Action item: Reproduce the entries verbatim; no pictures.

(Beginning of Provided material)

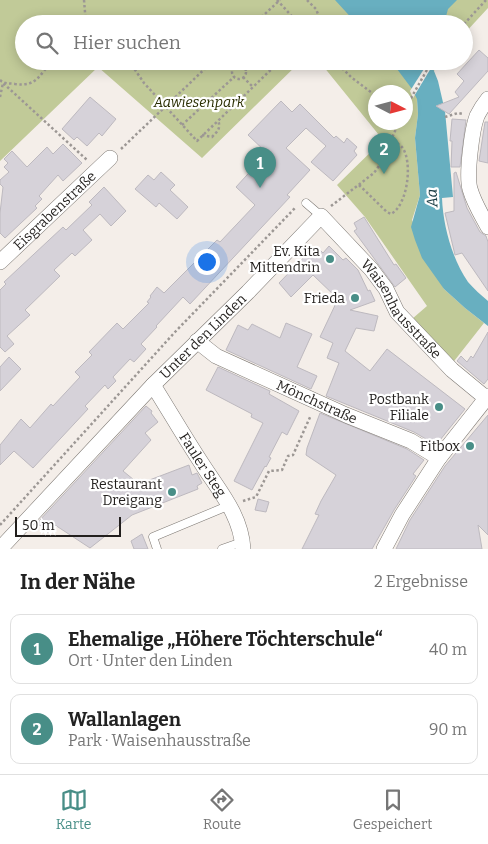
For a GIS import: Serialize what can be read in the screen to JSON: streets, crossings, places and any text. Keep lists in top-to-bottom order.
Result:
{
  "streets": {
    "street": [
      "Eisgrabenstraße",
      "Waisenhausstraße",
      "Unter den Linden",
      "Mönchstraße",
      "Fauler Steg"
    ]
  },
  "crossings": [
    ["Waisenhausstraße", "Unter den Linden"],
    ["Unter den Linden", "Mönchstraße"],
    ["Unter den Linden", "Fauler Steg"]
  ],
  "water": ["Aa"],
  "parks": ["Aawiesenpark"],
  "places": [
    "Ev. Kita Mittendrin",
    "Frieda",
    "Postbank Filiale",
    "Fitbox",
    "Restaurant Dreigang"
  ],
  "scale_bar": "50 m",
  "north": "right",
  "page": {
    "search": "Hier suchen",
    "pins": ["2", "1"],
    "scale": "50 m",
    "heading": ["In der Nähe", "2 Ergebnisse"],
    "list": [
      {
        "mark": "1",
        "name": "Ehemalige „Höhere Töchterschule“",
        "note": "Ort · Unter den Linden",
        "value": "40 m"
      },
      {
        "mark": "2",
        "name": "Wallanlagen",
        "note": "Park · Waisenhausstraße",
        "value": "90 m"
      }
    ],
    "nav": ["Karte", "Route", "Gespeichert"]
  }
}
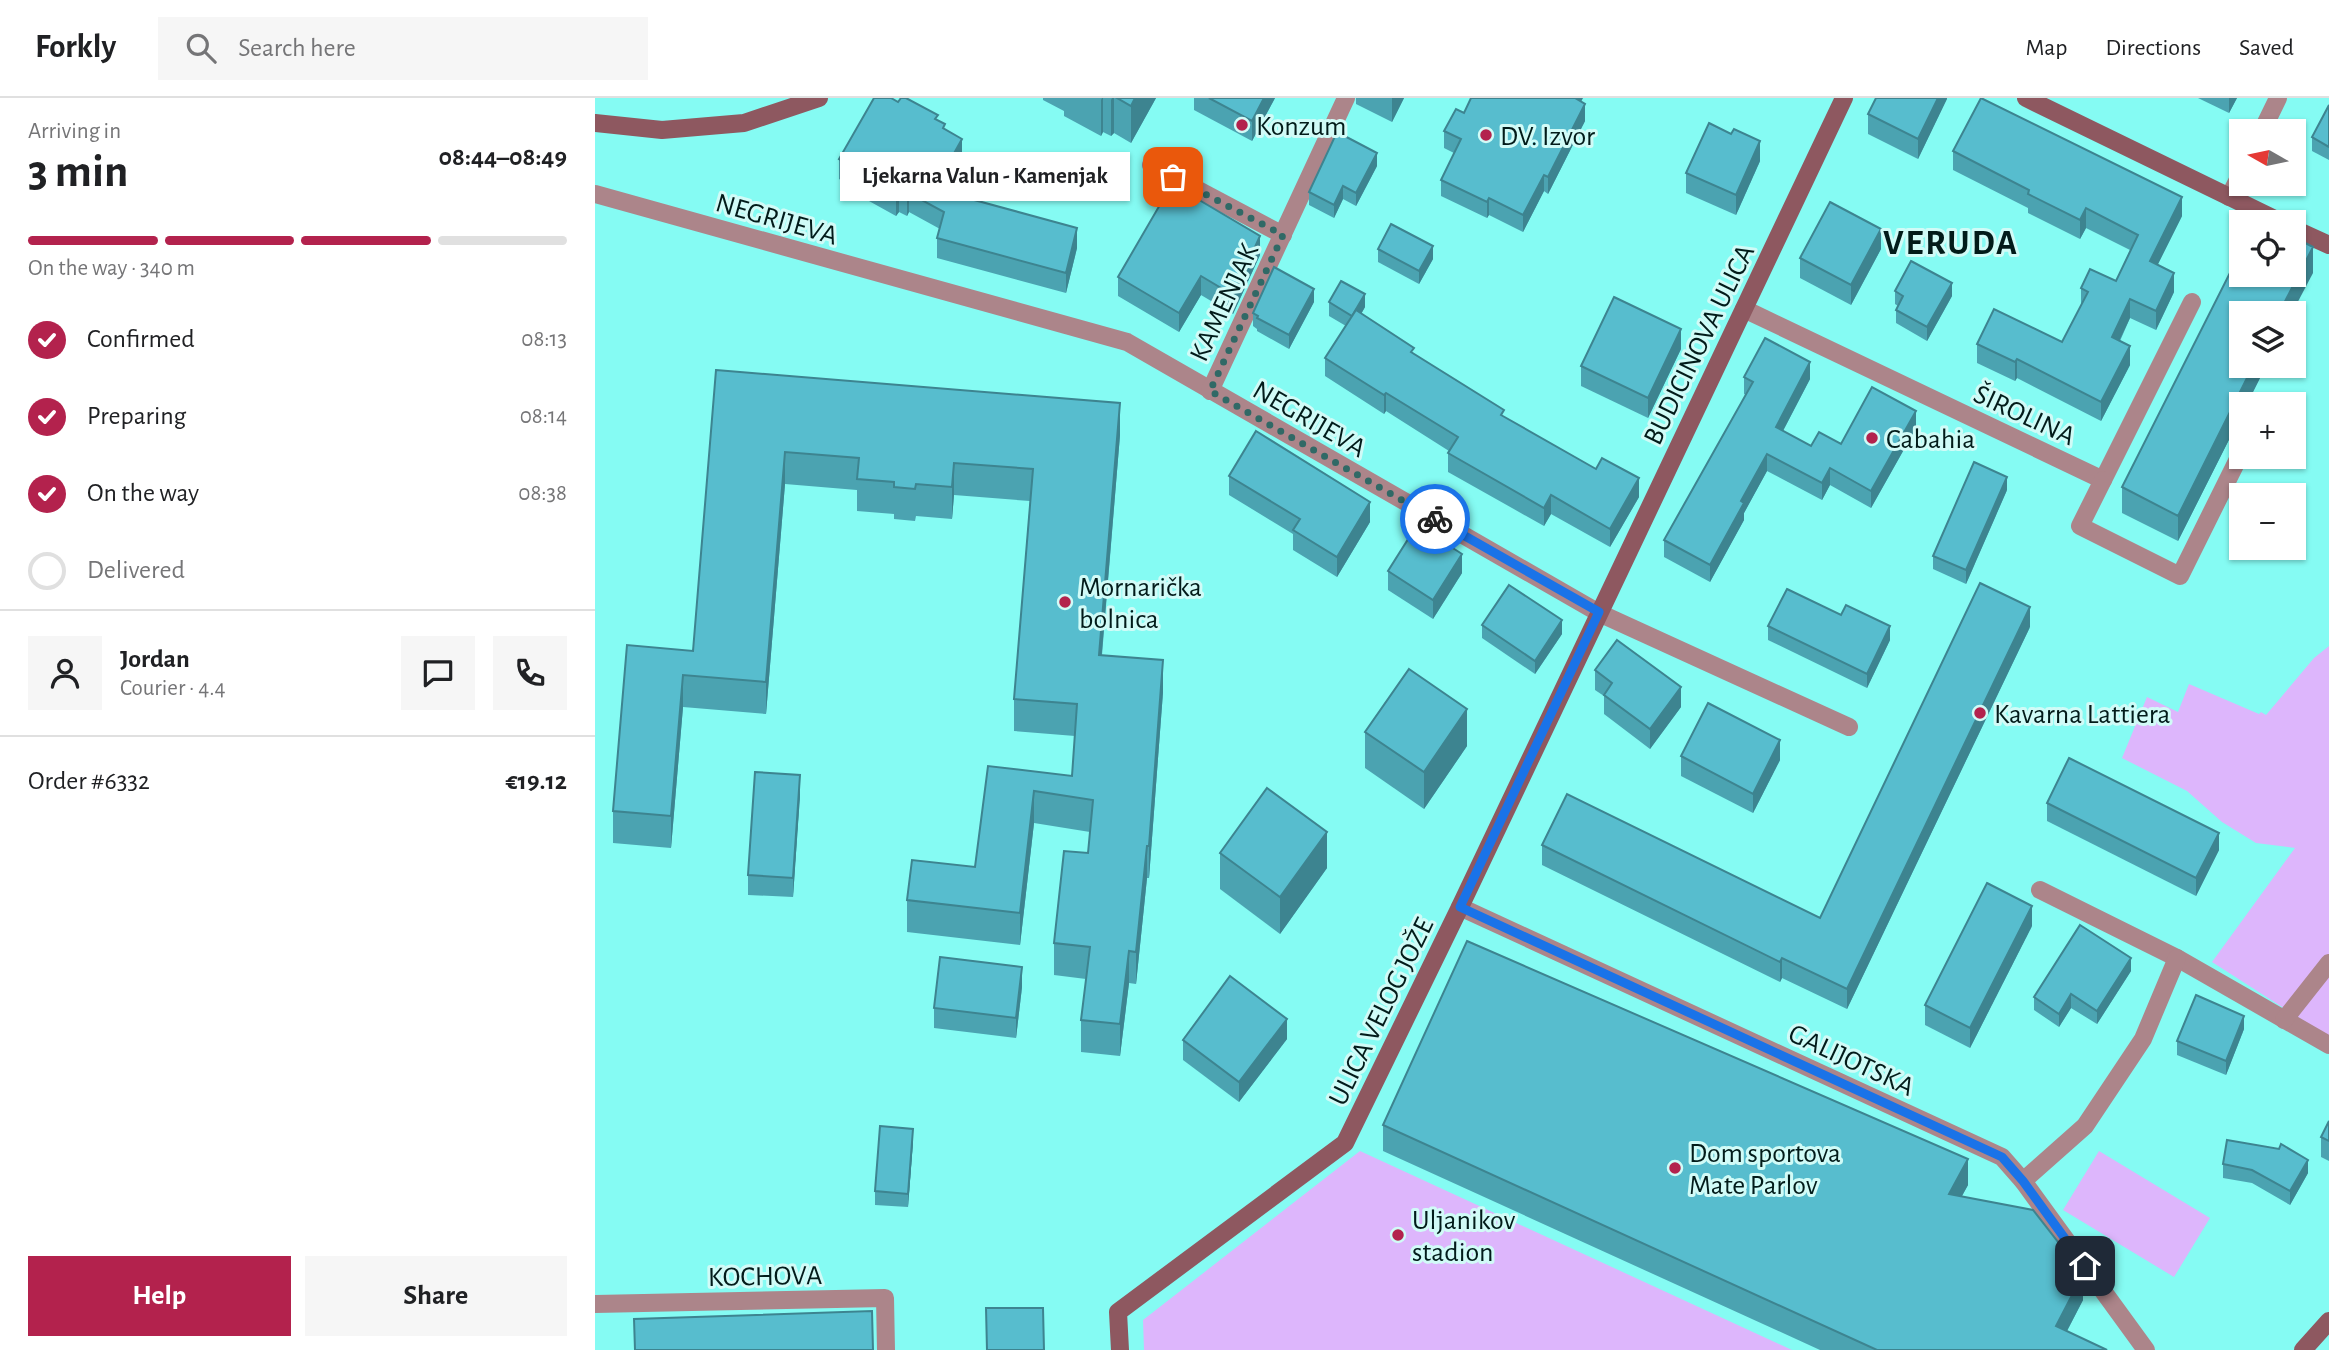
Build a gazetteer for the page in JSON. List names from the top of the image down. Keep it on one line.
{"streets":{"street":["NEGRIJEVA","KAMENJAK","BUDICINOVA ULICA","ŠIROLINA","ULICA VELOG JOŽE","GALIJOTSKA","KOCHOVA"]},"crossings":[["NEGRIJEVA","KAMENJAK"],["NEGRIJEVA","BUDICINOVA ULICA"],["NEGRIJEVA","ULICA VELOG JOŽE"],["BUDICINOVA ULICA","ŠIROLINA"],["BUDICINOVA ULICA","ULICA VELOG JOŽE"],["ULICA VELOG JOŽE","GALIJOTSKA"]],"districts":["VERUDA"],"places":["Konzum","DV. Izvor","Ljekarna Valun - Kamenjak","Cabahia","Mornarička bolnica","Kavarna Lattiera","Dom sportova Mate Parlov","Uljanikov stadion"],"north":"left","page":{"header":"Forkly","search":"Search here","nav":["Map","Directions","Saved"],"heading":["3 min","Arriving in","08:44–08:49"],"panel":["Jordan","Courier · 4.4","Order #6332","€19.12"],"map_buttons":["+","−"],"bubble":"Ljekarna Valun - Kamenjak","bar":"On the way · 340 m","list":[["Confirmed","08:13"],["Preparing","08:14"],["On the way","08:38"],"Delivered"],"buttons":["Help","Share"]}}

(End of Provided material)

Answer for the task:
For a GIS import: Serialize what can be read in the screen to JSON: streets, crossings, places and any text. Keep lists in top-to-bottom order.
Result:
{
  "streets": {
    "street": [
      "Eisgrabenstraße",
      "Waisenhausstraße",
      "Unter den Linden",
      "Mönchstraße",
      "Fauler Steg"
    ]
  },
  "crossings": [
    ["Waisenhausstraße", "Unter den Linden"],
    ["Unter den Linden", "Mönchstraße"],
    ["Unter den Linden", "Fauler Steg"]
  ],
  "water": ["Aa"],
  "parks": ["Aawiesenpark"],
  "places": [
    "Ev. Kita Mittendrin",
    "Frieda",
    "Postbank Filiale",
    "Fitbox",
    "Restaurant Dreigang"
  ],
  "scale_bar": "50 m",
  "north": "right",
  "page": {
    "search": "Hier suchen",
    "pins": ["2", "1"],
    "scale": "50 m",
    "heading": ["In der Nähe", "2 Ergebnisse"],
    "list": [
      {
        "mark": "1",
        "name": "Ehemalige „Höhere Töchterschule“",
        "note": "Ort · Unter den Linden",
        "value": "40 m"
      },
      {
        "mark": "2",
        "name": "Wallanlagen",
        "note": "Park · Waisenhausstraße",
        "value": "90 m"
      }
    ],
    "nav": ["Karte", "Route", "Gespeichert"]
  }
}
Build a gazetteer for the page in JSON. List names from the top of the image down. Keep it on one line.
{"streets":{"street":["NEGRIJEVA","KAMENJAK","BUDICINOVA ULICA","ŠIROLINA","ULICA VELOG JOŽE","GALIJOTSKA","KOCHOVA"]},"crossings":[["NEGRIJEVA","KAMENJAK"],["NEGRIJEVA","BUDICINOVA ULICA"],["NEGRIJEVA","ULICA VELOG JOŽE"],["BUDICINOVA ULICA","ŠIROLINA"],["BUDICINOVA ULICA","ULICA VELOG JOŽE"],["ULICA VELOG JOŽE","GALIJOTSKA"]],"districts":["VERUDA"],"places":["Konzum","DV. Izvor","Ljekarna Valun - Kamenjak","Cabahia","Mornarička bolnica","Kavarna Lattiera","Dom sportova Mate Parlov","Uljanikov stadion"],"north":"left","page":{"header":"Forkly","search":"Search here","nav":["Map","Directions","Saved"],"heading":["3 min","Arriving in","08:44–08:49"],"panel":["Jordan","Courier · 4.4","Order #6332","€19.12"],"map_buttons":["+","−"],"bubble":"Ljekarna Valun - Kamenjak","bar":"On the way · 340 m","list":[["Confirmed","08:13"],["Preparing","08:14"],["On the way","08:38"],"Delivered"],"buttons":["Help","Share"]}}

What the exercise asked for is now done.